• ASSIGNMENT:
The word "aPure" occurs in some lines of the data. Return each such line.

• EXCERPTED DATA:
-*-*-
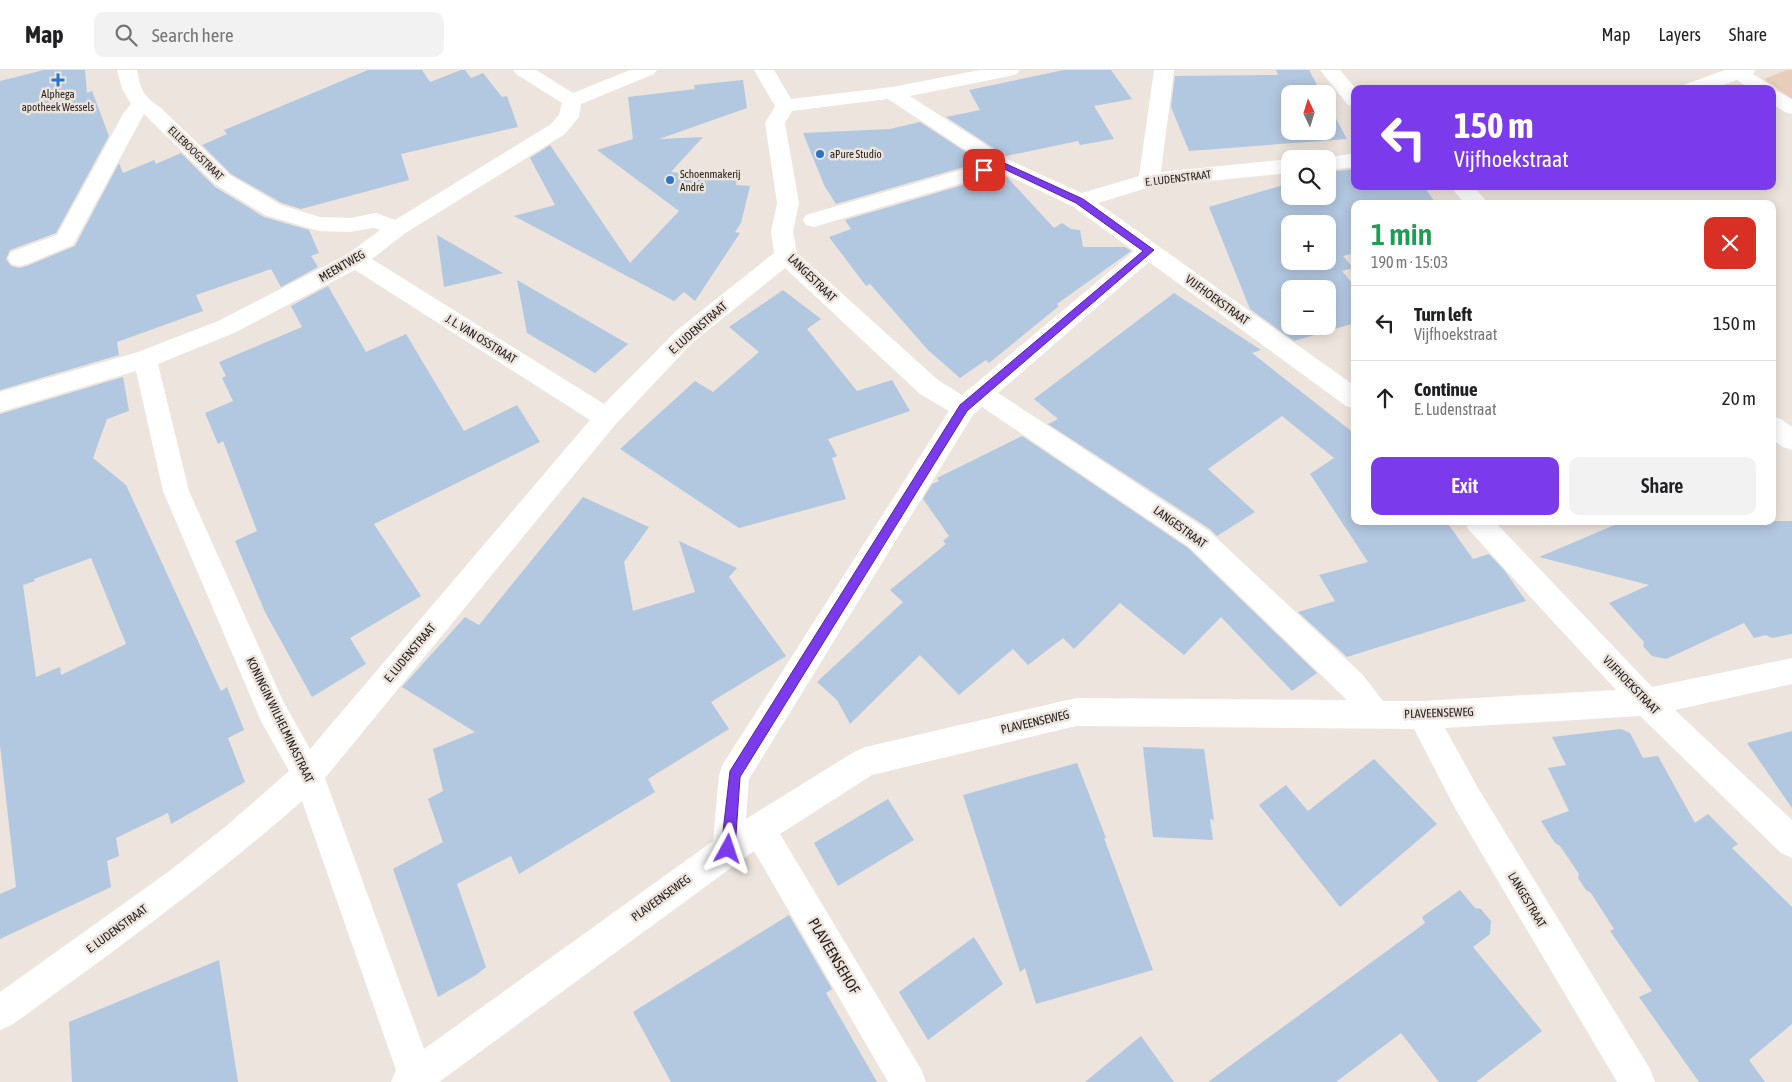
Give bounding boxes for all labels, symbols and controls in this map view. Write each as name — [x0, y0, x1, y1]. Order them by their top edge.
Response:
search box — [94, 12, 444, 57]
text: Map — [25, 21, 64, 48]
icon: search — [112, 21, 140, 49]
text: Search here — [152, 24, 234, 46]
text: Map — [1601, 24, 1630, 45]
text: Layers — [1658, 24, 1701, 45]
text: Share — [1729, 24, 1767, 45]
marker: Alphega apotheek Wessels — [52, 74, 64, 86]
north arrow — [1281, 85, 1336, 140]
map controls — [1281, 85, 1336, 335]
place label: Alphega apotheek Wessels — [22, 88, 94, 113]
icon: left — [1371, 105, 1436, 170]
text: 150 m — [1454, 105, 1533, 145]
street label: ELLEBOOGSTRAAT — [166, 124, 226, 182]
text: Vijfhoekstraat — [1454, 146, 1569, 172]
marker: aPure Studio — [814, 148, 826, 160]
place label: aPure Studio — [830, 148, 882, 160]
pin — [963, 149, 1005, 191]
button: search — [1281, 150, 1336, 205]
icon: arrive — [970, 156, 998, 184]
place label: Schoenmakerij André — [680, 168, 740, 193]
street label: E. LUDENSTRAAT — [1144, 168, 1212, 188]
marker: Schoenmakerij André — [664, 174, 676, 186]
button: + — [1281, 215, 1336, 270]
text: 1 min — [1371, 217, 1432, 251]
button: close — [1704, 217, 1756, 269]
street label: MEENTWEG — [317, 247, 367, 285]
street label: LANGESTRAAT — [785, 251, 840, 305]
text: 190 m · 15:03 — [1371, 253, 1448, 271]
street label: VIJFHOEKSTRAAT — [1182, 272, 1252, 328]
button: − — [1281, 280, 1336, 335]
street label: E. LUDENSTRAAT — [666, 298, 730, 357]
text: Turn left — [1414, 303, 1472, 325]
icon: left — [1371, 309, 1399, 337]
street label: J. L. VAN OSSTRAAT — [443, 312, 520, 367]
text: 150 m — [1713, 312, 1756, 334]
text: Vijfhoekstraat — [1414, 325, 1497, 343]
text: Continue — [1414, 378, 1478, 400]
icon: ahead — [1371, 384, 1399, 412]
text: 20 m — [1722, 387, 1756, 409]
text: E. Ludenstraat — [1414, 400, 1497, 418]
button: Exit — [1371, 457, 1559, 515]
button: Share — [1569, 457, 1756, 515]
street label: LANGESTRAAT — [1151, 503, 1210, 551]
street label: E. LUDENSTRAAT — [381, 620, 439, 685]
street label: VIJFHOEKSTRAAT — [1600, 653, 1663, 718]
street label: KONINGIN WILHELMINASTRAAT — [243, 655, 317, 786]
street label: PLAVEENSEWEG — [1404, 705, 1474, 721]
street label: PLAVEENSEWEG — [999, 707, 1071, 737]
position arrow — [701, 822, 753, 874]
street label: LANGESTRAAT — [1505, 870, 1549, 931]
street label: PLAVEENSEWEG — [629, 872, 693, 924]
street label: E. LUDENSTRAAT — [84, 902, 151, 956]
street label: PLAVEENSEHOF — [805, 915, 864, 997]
-*-*-
• ANSWER AREA:
marker: aPure Studio — [814, 148, 826, 160]
place label: aPure Studio — [830, 148, 882, 160]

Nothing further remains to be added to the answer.